(Records supplied)

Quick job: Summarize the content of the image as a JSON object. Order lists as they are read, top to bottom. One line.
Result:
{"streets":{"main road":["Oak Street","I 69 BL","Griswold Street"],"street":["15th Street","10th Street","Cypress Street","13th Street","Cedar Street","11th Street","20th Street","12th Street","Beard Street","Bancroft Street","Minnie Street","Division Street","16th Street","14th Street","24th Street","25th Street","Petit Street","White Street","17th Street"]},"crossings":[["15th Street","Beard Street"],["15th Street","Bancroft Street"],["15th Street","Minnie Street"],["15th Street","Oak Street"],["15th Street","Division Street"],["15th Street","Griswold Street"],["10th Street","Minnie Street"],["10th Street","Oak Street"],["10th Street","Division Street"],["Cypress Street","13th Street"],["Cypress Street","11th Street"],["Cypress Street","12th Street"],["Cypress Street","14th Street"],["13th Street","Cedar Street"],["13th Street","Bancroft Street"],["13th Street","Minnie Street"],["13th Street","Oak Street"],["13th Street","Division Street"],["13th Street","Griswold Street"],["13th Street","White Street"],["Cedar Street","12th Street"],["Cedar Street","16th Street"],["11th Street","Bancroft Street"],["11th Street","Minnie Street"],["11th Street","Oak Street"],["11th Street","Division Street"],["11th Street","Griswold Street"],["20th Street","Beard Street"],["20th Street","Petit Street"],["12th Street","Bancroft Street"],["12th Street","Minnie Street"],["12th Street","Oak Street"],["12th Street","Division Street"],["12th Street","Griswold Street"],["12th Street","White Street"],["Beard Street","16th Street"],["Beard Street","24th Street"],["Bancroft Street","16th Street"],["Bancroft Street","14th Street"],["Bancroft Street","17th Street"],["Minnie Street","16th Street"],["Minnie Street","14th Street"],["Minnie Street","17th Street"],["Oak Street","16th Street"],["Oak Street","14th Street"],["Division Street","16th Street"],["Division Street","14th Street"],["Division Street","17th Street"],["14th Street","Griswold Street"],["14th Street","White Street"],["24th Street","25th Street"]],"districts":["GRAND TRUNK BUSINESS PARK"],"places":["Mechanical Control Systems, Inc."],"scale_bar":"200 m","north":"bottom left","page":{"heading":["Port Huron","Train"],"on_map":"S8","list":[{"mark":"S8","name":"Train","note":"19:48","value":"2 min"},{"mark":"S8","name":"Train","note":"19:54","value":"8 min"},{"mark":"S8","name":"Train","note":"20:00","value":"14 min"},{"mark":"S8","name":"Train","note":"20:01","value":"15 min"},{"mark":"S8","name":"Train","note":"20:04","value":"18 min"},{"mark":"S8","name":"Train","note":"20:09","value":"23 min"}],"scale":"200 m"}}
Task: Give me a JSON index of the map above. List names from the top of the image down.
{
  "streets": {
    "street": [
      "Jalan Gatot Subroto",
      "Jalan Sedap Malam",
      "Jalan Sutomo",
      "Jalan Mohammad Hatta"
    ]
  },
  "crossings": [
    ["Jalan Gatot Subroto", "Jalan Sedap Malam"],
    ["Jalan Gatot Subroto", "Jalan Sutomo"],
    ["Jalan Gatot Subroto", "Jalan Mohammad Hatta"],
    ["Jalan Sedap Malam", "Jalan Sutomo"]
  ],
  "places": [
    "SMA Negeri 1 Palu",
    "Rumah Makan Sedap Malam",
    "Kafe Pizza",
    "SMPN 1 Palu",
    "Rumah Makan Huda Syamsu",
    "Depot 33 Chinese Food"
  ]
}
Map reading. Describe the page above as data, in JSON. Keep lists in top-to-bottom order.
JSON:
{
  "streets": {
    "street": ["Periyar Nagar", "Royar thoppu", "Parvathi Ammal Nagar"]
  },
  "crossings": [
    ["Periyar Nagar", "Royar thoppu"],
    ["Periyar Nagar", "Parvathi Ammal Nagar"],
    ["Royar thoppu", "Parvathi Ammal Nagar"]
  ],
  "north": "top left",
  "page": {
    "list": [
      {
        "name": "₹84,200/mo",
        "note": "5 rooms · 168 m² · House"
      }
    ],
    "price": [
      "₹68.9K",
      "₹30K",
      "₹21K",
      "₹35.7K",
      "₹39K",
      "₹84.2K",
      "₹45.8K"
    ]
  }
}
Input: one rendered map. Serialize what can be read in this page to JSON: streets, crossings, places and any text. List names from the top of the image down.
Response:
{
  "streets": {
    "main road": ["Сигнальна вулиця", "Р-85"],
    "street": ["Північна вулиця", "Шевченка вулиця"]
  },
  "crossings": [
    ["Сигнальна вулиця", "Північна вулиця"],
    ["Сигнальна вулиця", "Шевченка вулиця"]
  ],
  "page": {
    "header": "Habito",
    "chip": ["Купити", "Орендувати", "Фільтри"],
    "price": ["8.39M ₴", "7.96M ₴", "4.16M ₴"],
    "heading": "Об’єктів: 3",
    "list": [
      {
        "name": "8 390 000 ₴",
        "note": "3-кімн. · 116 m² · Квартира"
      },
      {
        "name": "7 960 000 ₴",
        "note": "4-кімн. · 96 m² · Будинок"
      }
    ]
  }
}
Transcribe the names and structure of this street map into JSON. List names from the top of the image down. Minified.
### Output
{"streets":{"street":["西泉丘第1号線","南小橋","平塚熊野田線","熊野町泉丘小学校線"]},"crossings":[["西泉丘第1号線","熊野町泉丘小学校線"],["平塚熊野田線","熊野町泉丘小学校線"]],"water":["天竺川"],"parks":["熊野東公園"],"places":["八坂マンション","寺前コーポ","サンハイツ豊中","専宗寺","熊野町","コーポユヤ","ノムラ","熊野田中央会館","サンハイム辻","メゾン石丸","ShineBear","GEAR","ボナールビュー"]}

(End Records supplied)

# Directions for this task:
Everything in the data above must be reproduced exactly.

# Task output:
Quick job: Summarize the content of the image as a JSON object. Order lists as they are read, top to bottom. One line.
Result:
{"streets":{"main road":["Oak Street","I 69 BL","Griswold Street"],"street":["15th Street","10th Street","Cypress Street","13th Street","Cedar Street","11th Street","20th Street","12th Street","Beard Street","Bancroft Street","Minnie Street","Division Street","16th Street","14th Street","24th Street","25th Street","Petit Street","White Street","17th Street"]},"crossings":[["15th Street","Beard Street"],["15th Street","Bancroft Street"],["15th Street","Minnie Street"],["15th Street","Oak Street"],["15th Street","Division Street"],["15th Street","Griswold Street"],["10th Street","Minnie Street"],["10th Street","Oak Street"],["10th Street","Division Street"],["Cypress Street","13th Street"],["Cypress Street","11th Street"],["Cypress Street","12th Street"],["Cypress Street","14th Street"],["13th Street","Cedar Street"],["13th Street","Bancroft Street"],["13th Street","Minnie Street"],["13th Street","Oak Street"],["13th Street","Division Street"],["13th Street","Griswold Street"],["13th Street","White Street"],["Cedar Street","12th Street"],["Cedar Street","16th Street"],["11th Street","Bancroft Street"],["11th Street","Minnie Street"],["11th Street","Oak Street"],["11th Street","Division Street"],["11th Street","Griswold Street"],["20th Street","Beard Street"],["20th Street","Petit Street"],["12th Street","Bancroft Street"],["12th Street","Minnie Street"],["12th Street","Oak Street"],["12th Street","Division Street"],["12th Street","Griswold Street"],["12th Street","White Street"],["Beard Street","16th Street"],["Beard Street","24th Street"],["Bancroft Street","16th Street"],["Bancroft Street","14th Street"],["Bancroft Street","17th Street"],["Minnie Street","16th Street"],["Minnie Street","14th Street"],["Minnie Street","17th Street"],["Oak Street","16th Street"],["Oak Street","14th Street"],["Division Street","16th Street"],["Division Street","14th Street"],["Division Street","17th Street"],["14th Street","Griswold Street"],["14th Street","White Street"],["24th Street","25th Street"]],"districts":["GRAND TRUNK BUSINESS PARK"],"places":["Mechanical Control Systems, Inc."],"scale_bar":"200 m","north":"bottom left","page":{"heading":["Port Huron","Train"],"on_map":"S8","list":[{"mark":"S8","name":"Train","note":"19:48","value":"2 min"},{"mark":"S8","name":"Train","note":"19:54","value":"8 min"},{"mark":"S8","name":"Train","note":"20:00","value":"14 min"},{"mark":"S8","name":"Train","note":"20:01","value":"15 min"},{"mark":"S8","name":"Train","note":"20:04","value":"18 min"},{"mark":"S8","name":"Train","note":"20:09","value":"23 min"}],"scale":"200 m"}}
Task: Give me a JSON index of the map above. List names from the top of the image down.
{
  "streets": {
    "street": [
      "Jalan Gatot Subroto",
      "Jalan Sedap Malam",
      "Jalan Sutomo",
      "Jalan Mohammad Hatta"
    ]
  },
  "crossings": [
    ["Jalan Gatot Subroto", "Jalan Sedap Malam"],
    ["Jalan Gatot Subroto", "Jalan Sutomo"],
    ["Jalan Gatot Subroto", "Jalan Mohammad Hatta"],
    ["Jalan Sedap Malam", "Jalan Sutomo"]
  ],
  "places": [
    "SMA Negeri 1 Palu",
    "Rumah Makan Sedap Malam",
    "Kafe Pizza",
    "SMPN 1 Palu",
    "Rumah Makan Huda Syamsu",
    "Depot 33 Chinese Food"
  ]
}
Map reading. Describe the page above as data, in JSON. Keep lists in top-to-bottom order.
JSON:
{
  "streets": {
    "street": ["Periyar Nagar", "Royar thoppu", "Parvathi Ammal Nagar"]
  },
  "crossings": [
    ["Periyar Nagar", "Royar thoppu"],
    ["Periyar Nagar", "Parvathi Ammal Nagar"],
    ["Royar thoppu", "Parvathi Ammal Nagar"]
  ],
  "north": "top left",
  "page": {
    "list": [
      {
        "name": "₹84,200/mo",
        "note": "5 rooms · 168 m² · House"
      }
    ],
    "price": [
      "₹68.9K",
      "₹30K",
      "₹21K",
      "₹35.7K",
      "₹39K",
      "₹84.2K",
      "₹45.8K"
    ]
  }
}
Input: one rendered map. Serialize what can be read in this page to JSON: streets, crossings, places and any text. List names from the top of the image down.
Response:
{
  "streets": {
    "main road": ["Сигнальна вулиця", "Р-85"],
    "street": ["Північна вулиця", "Шевченка вулиця"]
  },
  "crossings": [
    ["Сигнальна вулиця", "Північна вулиця"],
    ["Сигнальна вулиця", "Шевченка вулиця"]
  ],
  "page": {
    "header": "Habito",
    "chip": ["Купити", "Орендувати", "Фільтри"],
    "price": ["8.39M ₴", "7.96M ₴", "4.16M ₴"],
    "heading": "Об’єктів: 3",
    "list": [
      {
        "name": "8 390 000 ₴",
        "note": "3-кімн. · 116 m² · Квартира"
      },
      {
        "name": "7 960 000 ₴",
        "note": "4-кімн. · 96 m² · Будинок"
      }
    ]
  }
}
Transcribe the names and structure of this street map into JSON. List names from the top of the image down. Minified.
### Output
{"streets":{"street":["西泉丘第1号線","南小橋","平塚熊野田線","熊野町泉丘小学校線"]},"crossings":[["西泉丘第1号線","熊野町泉丘小学校線"],["平塚熊野田線","熊野町泉丘小学校線"]],"water":["天竺川"],"parks":["熊野東公園"],"places":["八坂マンション","寺前コーポ","サンハイツ豊中","専宗寺","熊野町","コーポユヤ","ノムラ","熊野田中央会館","サンハイム辻","メゾン石丸","ShineBear","GEAR","ボナールビュー"]}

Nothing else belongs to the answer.